André Ricard. Diseño en uso
Una exposición en el Madrid Design Festival
Soluciones ingeniosas a problemas cotidianos. André Ricard revolucionó el diseño español con un enfoque sencillo y práctico, siempre al servicio de las personas.
André Ricard quería leer en la cama sin despertar a su mujer. De ese deseo nació la lámpara Tatu en 1972: tres partes de rotación independiente, luz y haz regulables, un cuerpo que se adapta al momento. Un problema privado convertido en una solución elegante y carismática. Así trabajaba. André entendía el diseño como una herramienta: la forma más sensata para cada objeto, para que haga lo que tiene que hacer y nada más.

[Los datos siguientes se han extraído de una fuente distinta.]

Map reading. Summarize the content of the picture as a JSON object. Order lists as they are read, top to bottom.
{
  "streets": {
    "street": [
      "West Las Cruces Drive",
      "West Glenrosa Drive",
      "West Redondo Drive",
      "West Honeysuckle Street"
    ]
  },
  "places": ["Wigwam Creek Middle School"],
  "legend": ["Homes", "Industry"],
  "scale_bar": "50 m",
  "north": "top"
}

Santa & Cole edita también la lámpara Fontana (1970), un homenaje a Lucio Fontana. Igual que el pintor rajaba sus lienzos, André parece cortar una semiesfera y proyectar la luz hacia afuera a través de la herida. En una España marcada por la dictadura, donde todo estaba aún por inventar, ese tipo de gesto era ya una declaración.
Junto a su amigo Miguel Milá, André Ricard puso a Barcelona en el mapa como referente de la modernidad. La antorcha olímpica vista por mil millones de ojos. El envase de Norit en cada cocina. El cenicero Copenhagen. Diseñó muchos objetos que entraron en nuestras vidas con volúmenes muy distintos, pero todos acabaron, con el tiempo, en todas partes. «André Ricard. Diseó en uso» en el Centro Cultural de la Villa Fernán Gómez traza esa trayectoria.